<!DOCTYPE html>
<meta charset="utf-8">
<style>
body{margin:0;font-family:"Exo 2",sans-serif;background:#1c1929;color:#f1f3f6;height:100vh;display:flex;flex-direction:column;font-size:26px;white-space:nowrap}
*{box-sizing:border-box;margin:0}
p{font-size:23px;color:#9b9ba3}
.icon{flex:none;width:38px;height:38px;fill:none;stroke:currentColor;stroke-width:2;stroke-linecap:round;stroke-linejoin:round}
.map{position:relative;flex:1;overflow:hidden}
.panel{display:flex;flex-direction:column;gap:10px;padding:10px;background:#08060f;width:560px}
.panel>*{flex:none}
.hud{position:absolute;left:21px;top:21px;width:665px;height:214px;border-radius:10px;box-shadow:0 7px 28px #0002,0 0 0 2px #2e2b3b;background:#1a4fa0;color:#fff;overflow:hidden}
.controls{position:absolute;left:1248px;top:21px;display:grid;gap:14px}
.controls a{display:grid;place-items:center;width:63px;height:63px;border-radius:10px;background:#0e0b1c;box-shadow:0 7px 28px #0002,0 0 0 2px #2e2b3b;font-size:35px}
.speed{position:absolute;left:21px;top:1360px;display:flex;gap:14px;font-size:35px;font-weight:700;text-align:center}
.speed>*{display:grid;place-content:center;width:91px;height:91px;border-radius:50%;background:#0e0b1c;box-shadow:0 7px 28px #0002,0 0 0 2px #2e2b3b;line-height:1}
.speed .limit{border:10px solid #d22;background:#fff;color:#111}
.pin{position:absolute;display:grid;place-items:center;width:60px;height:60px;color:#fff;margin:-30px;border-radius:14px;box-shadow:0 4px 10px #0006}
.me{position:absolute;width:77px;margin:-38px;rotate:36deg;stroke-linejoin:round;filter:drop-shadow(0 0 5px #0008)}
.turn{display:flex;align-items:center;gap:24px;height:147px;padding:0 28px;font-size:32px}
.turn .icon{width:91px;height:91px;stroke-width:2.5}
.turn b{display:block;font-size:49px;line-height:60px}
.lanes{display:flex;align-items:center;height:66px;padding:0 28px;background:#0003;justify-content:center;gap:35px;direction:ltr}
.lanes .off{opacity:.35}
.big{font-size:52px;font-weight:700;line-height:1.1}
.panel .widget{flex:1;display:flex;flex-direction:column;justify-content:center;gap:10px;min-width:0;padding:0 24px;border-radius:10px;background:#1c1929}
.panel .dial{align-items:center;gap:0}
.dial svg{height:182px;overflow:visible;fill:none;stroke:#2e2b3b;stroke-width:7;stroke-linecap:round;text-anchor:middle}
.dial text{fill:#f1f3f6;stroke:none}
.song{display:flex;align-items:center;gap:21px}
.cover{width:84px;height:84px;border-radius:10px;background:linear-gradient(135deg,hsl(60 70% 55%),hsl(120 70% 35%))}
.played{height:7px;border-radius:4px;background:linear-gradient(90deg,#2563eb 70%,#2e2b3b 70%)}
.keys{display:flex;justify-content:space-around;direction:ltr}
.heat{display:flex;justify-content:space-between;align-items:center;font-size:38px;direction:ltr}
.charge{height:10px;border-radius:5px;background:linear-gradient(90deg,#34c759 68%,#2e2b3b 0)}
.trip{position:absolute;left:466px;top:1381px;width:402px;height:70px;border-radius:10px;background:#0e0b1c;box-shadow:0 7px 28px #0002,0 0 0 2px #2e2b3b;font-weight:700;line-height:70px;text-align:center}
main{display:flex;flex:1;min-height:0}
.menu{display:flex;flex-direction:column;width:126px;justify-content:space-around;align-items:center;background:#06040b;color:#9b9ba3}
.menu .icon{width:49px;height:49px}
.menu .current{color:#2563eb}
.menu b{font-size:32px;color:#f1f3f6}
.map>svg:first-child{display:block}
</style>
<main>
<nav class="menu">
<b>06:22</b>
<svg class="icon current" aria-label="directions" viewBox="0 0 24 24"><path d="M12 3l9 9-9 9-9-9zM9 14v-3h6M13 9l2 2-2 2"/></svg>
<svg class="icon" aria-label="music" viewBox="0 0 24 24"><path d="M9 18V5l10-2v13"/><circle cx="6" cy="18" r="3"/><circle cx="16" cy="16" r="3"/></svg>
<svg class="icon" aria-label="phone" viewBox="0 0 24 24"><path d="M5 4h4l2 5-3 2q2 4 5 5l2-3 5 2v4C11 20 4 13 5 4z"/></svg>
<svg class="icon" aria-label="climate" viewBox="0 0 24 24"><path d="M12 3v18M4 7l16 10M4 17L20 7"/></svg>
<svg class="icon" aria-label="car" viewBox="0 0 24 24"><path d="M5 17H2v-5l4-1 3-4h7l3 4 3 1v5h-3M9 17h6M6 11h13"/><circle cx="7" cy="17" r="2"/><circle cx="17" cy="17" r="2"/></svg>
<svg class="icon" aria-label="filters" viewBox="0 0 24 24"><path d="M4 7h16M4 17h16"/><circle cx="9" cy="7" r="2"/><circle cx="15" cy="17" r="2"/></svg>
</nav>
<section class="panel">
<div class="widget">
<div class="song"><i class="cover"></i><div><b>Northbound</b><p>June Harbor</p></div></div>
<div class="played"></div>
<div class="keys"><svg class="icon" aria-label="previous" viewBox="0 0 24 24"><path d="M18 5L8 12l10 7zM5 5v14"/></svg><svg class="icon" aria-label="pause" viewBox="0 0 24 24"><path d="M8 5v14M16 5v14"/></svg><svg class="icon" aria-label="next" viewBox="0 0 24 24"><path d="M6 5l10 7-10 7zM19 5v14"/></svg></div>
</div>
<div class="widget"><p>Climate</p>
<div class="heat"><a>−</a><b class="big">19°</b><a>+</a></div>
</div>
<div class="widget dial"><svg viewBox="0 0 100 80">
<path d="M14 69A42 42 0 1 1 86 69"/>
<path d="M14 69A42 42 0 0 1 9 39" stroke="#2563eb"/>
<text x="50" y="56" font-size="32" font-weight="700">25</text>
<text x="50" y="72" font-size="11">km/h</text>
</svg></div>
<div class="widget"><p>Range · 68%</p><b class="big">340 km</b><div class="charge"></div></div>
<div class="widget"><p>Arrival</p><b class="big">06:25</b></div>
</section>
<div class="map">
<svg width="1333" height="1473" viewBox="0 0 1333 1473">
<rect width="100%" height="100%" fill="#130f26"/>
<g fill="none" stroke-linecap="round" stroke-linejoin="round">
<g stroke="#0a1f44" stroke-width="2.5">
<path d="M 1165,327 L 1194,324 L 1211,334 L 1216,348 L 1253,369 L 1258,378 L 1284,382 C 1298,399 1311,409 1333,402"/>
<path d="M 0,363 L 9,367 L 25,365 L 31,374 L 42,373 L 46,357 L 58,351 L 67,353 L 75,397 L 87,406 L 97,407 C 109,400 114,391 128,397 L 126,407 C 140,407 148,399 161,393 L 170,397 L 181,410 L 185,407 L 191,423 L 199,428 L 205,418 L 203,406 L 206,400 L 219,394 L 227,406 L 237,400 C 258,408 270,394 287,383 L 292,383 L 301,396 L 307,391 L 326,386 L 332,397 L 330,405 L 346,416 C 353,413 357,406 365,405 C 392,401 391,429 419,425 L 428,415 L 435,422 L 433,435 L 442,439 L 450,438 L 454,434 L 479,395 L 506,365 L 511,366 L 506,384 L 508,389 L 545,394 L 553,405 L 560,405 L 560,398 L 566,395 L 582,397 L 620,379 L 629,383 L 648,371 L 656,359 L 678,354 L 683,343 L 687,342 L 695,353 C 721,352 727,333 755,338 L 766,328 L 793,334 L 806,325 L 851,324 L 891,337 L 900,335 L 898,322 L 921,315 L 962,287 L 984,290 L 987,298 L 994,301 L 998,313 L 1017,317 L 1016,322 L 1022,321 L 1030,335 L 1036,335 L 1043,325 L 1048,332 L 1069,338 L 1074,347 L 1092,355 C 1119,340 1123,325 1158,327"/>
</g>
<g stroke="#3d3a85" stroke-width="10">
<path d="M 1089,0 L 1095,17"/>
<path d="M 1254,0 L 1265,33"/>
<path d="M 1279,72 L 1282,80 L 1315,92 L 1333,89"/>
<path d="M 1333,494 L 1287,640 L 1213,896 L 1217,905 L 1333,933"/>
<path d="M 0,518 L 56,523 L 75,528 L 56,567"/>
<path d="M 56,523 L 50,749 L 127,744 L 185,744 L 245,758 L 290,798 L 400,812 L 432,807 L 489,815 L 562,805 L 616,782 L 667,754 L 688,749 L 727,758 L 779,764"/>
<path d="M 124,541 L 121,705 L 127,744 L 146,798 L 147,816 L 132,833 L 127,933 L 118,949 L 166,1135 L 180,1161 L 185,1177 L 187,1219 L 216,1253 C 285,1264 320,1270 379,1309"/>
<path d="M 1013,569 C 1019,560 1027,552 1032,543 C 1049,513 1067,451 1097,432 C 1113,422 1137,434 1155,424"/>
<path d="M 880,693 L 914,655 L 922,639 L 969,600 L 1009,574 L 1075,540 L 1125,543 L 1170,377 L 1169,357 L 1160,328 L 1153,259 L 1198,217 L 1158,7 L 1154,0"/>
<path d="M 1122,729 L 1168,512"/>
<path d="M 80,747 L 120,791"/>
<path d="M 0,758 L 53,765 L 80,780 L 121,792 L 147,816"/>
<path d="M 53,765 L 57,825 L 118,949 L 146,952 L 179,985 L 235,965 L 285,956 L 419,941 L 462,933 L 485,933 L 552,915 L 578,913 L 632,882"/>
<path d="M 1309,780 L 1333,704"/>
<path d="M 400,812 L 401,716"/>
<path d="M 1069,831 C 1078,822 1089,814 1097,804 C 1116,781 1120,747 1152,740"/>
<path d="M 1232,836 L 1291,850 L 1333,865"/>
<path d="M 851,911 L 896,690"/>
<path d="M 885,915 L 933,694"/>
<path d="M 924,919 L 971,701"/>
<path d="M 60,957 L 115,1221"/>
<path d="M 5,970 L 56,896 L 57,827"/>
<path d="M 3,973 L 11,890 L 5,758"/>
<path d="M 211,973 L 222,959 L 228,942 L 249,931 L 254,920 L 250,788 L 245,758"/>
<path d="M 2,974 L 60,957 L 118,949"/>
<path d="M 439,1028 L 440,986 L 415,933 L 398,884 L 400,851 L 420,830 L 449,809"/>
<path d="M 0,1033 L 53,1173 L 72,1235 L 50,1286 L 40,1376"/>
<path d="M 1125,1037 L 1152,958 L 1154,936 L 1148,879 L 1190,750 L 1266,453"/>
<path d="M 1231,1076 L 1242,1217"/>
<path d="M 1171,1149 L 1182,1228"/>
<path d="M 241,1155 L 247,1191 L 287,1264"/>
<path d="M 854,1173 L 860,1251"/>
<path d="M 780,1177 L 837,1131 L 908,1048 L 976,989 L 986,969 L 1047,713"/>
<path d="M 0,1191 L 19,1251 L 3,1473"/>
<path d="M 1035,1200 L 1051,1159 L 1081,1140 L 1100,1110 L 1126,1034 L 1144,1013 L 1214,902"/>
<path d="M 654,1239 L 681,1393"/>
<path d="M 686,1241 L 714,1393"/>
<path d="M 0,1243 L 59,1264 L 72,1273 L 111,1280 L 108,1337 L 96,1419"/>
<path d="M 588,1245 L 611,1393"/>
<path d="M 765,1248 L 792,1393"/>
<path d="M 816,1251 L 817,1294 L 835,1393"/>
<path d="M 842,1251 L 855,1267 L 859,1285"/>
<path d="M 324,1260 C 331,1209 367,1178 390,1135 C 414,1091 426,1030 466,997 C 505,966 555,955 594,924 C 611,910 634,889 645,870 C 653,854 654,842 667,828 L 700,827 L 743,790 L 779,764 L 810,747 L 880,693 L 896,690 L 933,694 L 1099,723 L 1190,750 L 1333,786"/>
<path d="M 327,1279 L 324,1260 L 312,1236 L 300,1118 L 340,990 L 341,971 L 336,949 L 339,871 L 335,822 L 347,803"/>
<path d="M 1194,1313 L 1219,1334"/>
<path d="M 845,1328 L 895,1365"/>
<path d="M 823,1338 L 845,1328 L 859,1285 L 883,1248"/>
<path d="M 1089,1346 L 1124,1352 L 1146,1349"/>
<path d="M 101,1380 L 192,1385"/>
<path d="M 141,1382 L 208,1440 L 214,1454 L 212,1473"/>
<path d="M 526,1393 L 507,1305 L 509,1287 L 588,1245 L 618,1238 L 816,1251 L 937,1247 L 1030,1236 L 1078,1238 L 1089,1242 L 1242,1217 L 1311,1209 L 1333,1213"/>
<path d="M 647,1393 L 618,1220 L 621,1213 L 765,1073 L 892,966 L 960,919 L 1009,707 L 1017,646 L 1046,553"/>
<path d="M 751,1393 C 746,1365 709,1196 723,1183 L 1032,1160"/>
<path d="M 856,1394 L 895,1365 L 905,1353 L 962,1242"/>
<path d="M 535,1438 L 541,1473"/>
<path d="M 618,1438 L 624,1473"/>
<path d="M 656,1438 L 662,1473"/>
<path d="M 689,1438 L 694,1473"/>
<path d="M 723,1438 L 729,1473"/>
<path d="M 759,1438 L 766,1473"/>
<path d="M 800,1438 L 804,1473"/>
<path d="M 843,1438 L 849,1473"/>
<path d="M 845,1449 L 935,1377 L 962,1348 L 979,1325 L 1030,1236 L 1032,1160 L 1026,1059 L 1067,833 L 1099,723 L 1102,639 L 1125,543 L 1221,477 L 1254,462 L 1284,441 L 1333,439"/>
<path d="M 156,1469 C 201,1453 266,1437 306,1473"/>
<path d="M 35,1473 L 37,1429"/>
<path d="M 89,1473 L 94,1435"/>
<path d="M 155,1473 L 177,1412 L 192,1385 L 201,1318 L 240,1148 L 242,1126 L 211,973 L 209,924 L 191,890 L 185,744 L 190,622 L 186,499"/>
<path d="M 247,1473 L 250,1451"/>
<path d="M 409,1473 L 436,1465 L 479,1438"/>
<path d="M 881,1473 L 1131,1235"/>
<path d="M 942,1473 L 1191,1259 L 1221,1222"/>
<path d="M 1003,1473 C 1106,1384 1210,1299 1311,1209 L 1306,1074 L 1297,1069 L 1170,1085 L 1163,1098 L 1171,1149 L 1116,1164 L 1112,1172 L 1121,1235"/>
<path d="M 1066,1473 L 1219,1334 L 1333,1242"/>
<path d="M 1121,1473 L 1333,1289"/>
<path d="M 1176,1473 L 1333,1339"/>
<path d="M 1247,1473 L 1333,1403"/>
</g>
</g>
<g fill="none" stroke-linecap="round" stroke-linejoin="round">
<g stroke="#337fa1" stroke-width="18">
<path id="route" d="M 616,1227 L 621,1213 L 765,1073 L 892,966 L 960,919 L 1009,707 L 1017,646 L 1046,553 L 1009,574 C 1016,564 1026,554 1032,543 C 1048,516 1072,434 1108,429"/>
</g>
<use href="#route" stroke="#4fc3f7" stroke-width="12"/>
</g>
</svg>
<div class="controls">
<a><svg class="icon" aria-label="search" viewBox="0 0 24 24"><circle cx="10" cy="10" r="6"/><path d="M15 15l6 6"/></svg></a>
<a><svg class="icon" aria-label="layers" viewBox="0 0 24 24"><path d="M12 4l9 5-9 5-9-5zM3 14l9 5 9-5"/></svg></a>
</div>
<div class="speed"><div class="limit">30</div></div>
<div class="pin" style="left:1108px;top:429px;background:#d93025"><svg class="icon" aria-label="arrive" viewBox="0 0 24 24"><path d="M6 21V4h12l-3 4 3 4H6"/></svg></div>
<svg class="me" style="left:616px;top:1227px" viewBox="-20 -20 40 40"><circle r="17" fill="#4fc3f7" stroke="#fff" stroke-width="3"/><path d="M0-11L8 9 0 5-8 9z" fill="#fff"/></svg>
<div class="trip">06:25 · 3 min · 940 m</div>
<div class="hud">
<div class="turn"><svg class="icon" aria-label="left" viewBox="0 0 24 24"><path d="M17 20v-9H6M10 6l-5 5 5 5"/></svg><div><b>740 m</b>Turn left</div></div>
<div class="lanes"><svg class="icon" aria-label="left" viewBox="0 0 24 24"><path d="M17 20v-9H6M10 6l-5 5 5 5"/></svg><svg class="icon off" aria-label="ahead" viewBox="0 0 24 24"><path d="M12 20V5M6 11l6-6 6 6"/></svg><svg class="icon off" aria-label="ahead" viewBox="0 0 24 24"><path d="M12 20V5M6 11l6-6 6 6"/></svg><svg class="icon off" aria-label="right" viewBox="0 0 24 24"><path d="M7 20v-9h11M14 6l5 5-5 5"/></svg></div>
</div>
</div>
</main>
+++
## Task statement
Filter on the word "place": copy each matching line from the entries above.

## Output of the exercise
.controls a{display:grid;place-items:center;width:63px;height:63px;border-radius:10px;background:#0e0b1c;box-shadow:0 7px 28px #0002,0 0 0 2px #2e2b3b;font-size:35px}
.speed>*{display:grid;place-content:center;width:91px;height:91px;border-radius:50%;background:#0e0b1c;box-shadow:0 7px 28px #0002,0 0 0 2px #2e2b3b;line-height:1}
.pin{position:absolute;display:grid;place-items:center;width:60px;height:60px;color:#fff;margin:-30px;border-radius:14px;box-shadow:0 4px 10px #0006}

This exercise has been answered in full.